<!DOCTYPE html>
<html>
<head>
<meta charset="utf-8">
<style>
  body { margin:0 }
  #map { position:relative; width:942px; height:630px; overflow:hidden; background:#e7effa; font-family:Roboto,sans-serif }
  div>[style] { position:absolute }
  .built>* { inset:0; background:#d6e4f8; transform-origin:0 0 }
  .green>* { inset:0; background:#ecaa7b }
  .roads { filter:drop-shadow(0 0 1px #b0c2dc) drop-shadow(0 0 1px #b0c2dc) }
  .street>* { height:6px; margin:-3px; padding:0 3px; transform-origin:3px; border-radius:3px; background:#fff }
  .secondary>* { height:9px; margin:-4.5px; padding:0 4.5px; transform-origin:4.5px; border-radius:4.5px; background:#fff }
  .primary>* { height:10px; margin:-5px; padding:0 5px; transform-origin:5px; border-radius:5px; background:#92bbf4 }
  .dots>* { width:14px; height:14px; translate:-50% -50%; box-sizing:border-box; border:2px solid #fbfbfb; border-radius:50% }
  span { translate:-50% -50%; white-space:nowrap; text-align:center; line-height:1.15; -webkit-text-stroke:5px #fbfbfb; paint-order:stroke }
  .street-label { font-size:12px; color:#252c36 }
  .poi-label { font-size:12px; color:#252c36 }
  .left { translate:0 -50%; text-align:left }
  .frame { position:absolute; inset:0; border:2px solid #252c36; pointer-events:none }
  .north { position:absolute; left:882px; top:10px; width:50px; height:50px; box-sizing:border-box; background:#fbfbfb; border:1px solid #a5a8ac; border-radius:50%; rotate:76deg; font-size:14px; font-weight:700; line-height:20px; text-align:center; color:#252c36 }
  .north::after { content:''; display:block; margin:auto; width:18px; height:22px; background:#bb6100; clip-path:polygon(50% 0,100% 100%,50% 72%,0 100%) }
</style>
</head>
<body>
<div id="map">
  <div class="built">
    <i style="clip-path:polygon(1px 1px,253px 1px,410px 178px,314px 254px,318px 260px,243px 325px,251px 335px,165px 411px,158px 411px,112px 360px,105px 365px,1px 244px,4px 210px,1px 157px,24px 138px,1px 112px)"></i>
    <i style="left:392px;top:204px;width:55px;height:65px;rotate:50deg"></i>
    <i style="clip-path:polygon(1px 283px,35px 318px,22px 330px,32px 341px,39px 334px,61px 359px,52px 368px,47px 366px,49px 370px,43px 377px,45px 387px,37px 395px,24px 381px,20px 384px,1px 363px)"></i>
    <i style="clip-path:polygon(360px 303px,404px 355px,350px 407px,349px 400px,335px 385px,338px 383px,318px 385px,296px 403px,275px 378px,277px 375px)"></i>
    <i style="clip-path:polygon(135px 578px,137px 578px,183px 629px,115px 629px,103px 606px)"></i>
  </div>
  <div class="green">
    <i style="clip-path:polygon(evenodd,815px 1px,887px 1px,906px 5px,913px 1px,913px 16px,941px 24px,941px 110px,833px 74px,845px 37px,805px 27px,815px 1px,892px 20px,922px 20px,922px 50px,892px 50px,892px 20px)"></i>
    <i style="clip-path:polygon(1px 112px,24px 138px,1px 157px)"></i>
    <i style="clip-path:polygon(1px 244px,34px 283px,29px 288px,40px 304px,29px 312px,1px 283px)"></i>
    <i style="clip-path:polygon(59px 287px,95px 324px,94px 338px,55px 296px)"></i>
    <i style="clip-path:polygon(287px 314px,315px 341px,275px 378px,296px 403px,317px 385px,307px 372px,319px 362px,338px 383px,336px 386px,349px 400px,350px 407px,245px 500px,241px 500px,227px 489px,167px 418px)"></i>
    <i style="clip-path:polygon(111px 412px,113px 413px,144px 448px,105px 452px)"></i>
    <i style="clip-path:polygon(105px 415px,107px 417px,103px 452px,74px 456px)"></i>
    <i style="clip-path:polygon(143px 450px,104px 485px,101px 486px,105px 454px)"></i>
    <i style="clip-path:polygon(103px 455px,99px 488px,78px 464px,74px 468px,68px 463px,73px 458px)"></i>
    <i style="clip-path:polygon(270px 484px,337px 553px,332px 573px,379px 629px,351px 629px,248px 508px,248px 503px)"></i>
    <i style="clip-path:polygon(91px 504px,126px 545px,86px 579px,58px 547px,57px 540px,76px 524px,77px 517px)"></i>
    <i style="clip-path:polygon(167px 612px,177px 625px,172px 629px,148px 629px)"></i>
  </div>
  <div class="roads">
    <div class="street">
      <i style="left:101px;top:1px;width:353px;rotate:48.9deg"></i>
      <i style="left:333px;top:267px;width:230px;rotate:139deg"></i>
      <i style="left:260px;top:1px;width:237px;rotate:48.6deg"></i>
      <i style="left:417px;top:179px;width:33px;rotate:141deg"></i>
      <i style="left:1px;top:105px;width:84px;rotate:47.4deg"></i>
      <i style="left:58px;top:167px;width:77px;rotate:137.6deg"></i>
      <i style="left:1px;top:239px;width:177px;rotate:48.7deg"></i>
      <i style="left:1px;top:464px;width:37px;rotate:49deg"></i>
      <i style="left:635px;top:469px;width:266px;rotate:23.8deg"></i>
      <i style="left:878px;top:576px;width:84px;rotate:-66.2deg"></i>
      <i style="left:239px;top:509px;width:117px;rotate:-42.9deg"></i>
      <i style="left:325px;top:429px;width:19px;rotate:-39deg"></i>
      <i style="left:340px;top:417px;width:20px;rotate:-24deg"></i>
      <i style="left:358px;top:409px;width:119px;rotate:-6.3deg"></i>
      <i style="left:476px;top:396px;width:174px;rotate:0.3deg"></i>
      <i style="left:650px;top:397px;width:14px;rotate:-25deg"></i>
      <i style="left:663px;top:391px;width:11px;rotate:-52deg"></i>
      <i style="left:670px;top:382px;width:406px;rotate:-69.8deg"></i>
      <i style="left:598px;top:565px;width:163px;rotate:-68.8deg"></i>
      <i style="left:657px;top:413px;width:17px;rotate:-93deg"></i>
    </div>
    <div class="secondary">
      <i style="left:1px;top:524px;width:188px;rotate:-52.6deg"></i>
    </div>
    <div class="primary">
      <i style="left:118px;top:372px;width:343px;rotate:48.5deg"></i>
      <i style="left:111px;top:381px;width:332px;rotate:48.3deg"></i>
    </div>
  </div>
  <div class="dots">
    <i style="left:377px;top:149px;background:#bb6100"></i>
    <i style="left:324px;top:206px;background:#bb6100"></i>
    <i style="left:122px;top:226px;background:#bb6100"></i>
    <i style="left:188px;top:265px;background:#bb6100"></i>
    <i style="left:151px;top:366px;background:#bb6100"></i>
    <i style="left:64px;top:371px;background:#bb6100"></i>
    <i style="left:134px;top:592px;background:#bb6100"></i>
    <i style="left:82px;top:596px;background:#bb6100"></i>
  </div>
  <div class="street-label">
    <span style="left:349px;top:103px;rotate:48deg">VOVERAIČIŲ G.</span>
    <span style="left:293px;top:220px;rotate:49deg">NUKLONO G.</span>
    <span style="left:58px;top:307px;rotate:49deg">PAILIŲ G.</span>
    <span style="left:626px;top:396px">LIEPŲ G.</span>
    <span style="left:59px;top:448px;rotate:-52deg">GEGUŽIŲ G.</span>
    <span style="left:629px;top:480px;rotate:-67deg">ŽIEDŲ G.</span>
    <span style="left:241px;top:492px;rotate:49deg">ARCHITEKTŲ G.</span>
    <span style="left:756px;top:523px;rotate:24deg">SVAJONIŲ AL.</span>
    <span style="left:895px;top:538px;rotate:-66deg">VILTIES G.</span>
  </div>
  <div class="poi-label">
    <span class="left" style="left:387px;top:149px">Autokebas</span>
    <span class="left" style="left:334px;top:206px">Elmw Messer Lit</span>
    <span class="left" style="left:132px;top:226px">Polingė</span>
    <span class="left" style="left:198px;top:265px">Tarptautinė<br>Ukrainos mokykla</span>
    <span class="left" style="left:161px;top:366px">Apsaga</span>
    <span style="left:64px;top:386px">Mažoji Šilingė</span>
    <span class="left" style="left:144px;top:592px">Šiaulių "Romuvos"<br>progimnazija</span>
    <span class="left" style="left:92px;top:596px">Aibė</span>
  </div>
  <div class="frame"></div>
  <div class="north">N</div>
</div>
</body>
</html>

____

### ACTIVITY:
A single number is the expected answer: how many lines of the records above contain the word "inset".

### SOLUTION:
3